Even though Fox News star Tucker Carlson’s interview with Kanye West was so expansive that it ran during both his Thursday and Friday night broadcasts, it appears the far-right cable host left out plenty of newsworthy footage, Motherboard reported on Tuesday.
These segments of the interview omitted from the final broadcasts showed the rap superstar, now known as Ye, casually peddling antisemitism while making strange claims about “fake children” used to manipulate his own kids.
West also revealed that he has been vaccinated against COVID-19, something the anti-vaccine Carlson opted to leave out of the broadcast.
Last week, before West went on an antisemitic tantrum on social media, he was welcomed on Carlson’s show to discuss the backlash he faced for donning a “White Lives Matter” shirt alongside right-wing provocateur Candace Owens at Paris Fashion Week.
In the interview that aired on Fox News, Carlson presented West as a conservative folk hero, praising his “interesting, deep, provocative” observations on politics and social issues, even shrugging off concerns about West’s mental-health issues and documented struggles with bipolar disorder.

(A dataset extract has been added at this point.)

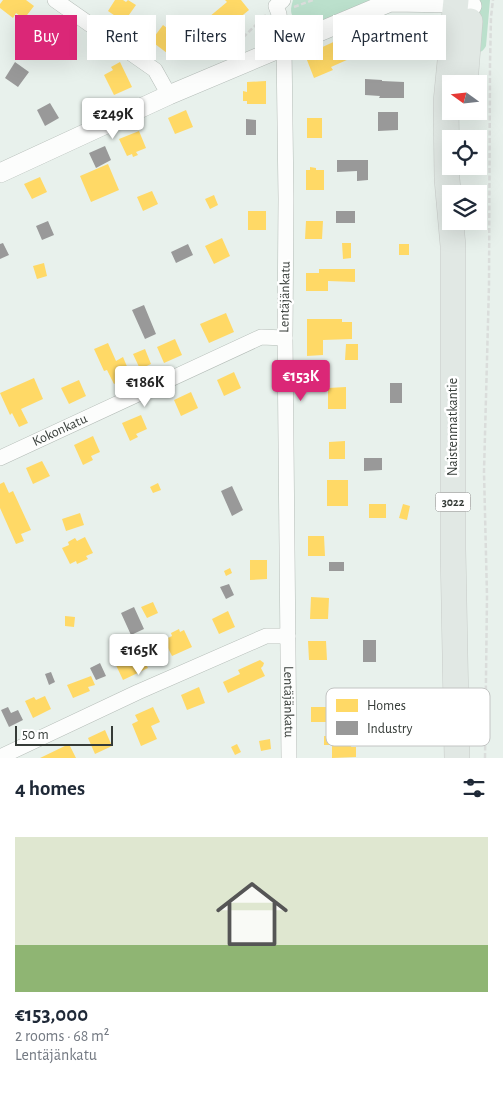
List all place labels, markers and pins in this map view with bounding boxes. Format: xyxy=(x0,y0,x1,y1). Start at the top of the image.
pin: €249K xyxy=(78,98,148,140)
pin: €153K xyxy=(266,360,336,402)
pin: €186K xyxy=(110,366,180,408)
pin: €165K xyxy=(104,634,174,676)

“Have I reached Alex Jones territory yet?” West wondered at one point after wildly suggesting that “people at The Gap” knew about the Uvalde school shooting ahead of time.
“No, I think you’re telling the truth and that’s OK if you do,” a credulous Carlson responded.
In the days following the interview’s broadcast, which also featured him defending his embrace of the white supremacist slogan “White Lives Matter” slogan because he found it “funny,” West has been under fire for making blatantly antisemitic threats against Jewish people. He has since been locked out of both his Instagram and Twitter accounts.
While Fox News has attempted to do an awkward about-face on West following his hateful comments, Carlson has ignored the controversy altogether, continuing to celebrate the MAGA-aligned rapper alongside Owens.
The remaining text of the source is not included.